A-REIT – MS
Time For Portfolio To Improve
Quick Comment: Ascendas Real Estate Investment Trust (A-reit) 1Q11 headline earnings were in-line, with NPI and distributable income both 25% our full-year estimates. However, results were bolstered by S$4.8m of non-recurring income which was comprised predominantly of liquidated damages. Excluding the non-recurring income, A-reit’s 1Q11 would marginally miss our estimate, at 23% of our full year distributable income. Going forward, we expect A-reit’s underlying operations to start improving on the back of a pick up in occupancy and bottoming industrial rents.
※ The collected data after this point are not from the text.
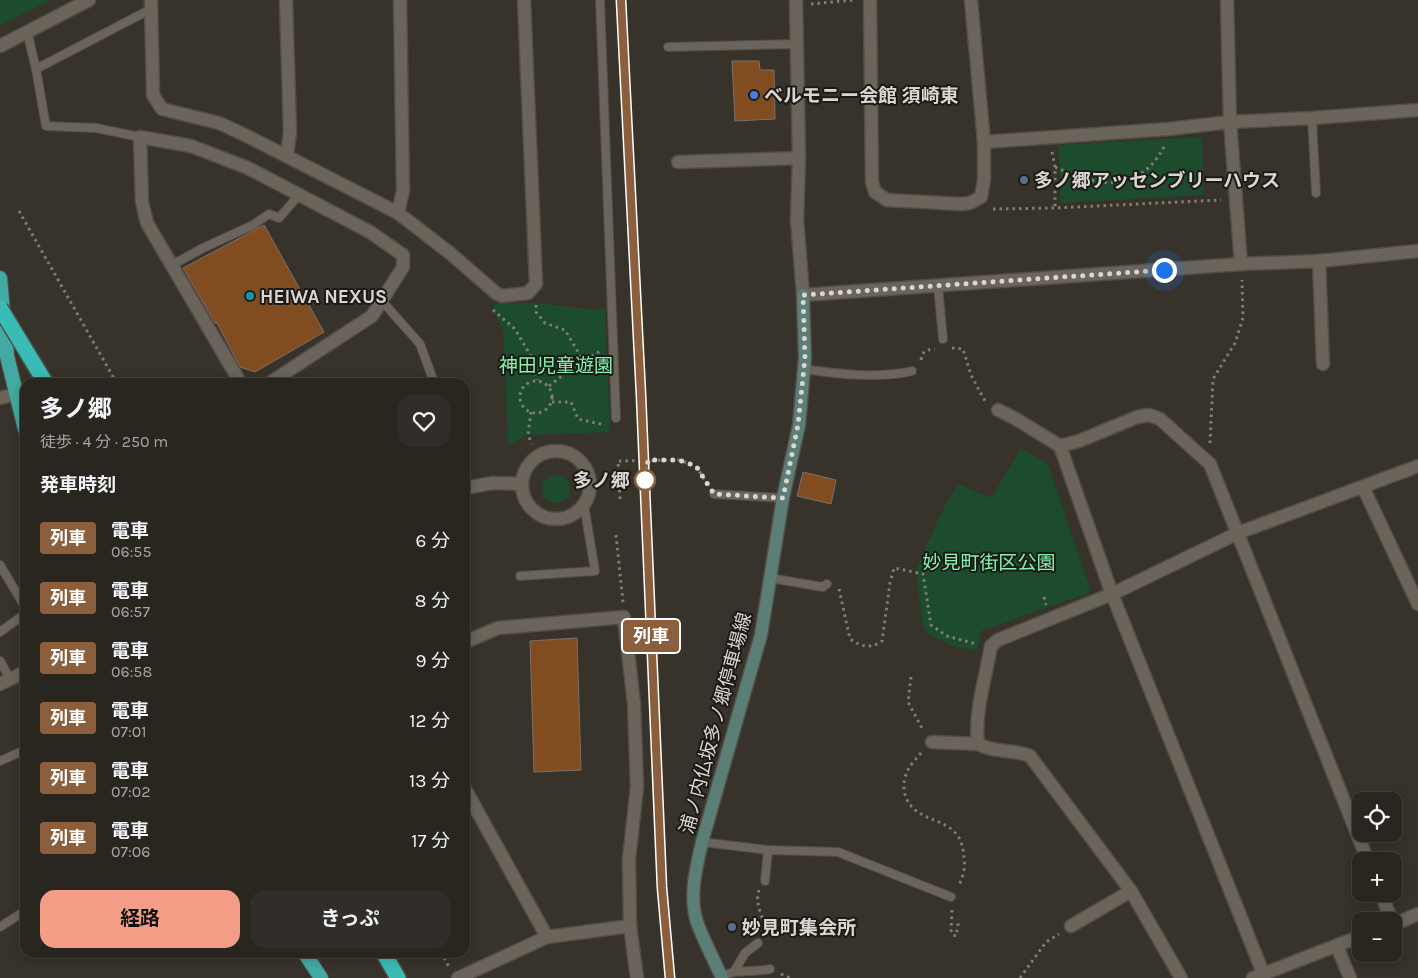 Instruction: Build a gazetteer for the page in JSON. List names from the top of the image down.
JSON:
{
  "streets": {
    "main road": ["浦ノ内仏坂多ノ郷停車場線"]
  },
  "parks": ["神田児童遊園", "妙見町街区公園"],
  "places": [
    "ベルモニー会館 須崎東",
    "多ノ郷アッセンブリーハウス",
    "HEIWA NEXUS",
    "多ノ郷",
    "妙見町集会所"
  ],
  "page": {
    "on_map": "列車",
    "heading": [
      ["多ノ郷", "徒歩 · 4 分 · 250 m"],
      "発車時刻"
    ],
    "list": [
      {
        "mark": "列車",
        "name": "電車",
        "note": "06:55",
        "value": "6 分"
      },
      {
        "mark": "列車",
        "name": "電車",
        "note": "06:57",
        "value": "8 分"
      },
      {
        "mark": "列車",
        "name": "電車",
        "note": "06:58",
        "value": "9 分"
      },
      {
        "mark": "列車",
        "name": "電車",
        "note": "07:01",
        "value": "12 分"
      },
      {
        "mark": "列車",
        "name": "電車",
        "note": "07:02",
        "value": "13 分"
      },
      {
        "mark": "列車",
        "name": "電車",
        "note": "07:06",
        "value": "17 分"
      }
    ],
    "map_buttons": ["+", "−"],
    "buttons": ["経路", "きっぷ"]
  }
}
We maintain our Equal-weight rating for A-reit and expect it to trade in-line with the sector given the lack of positive catalysts.
Organic Growth Now More Important: Post the acquisition/completion of DBS Asia Hub, 31 Joo Koon and 38A Kim Chuan, we see limited opportunity for material acquisitions or Built-to-suit opportunities and further upside to A-reit’s earnings will have to come from improvements in the underlying portfolio. We think MTB occupancy at 91.5% will start to track higher, as we believe occupancy at buildings like 3 Changi Business park (56.9%), Ubi Biz Hub (79.2%), 3 Tai Seng Drive (76.7%) and Xilin Distri Centre (83.1%) will improve over the course of the year as economic activity in Singapore continues to stay buoyant. Industrial rents are bottoming, and rental reversions could start turning more positive going forward.
Maintain Equal-weight: A-reit has risen 5.8% in the last month and is now yielding 6.9% for FY11e (March year end). We believe A-reit is fairly valued, trading slightly below its historical average dividend yield of 7.8%. Positive sentiment from stronger than expected Singapore economic growth recently announced is, in our opinion, already reflected in the price and we do not see any near term positive catalyst for the stock.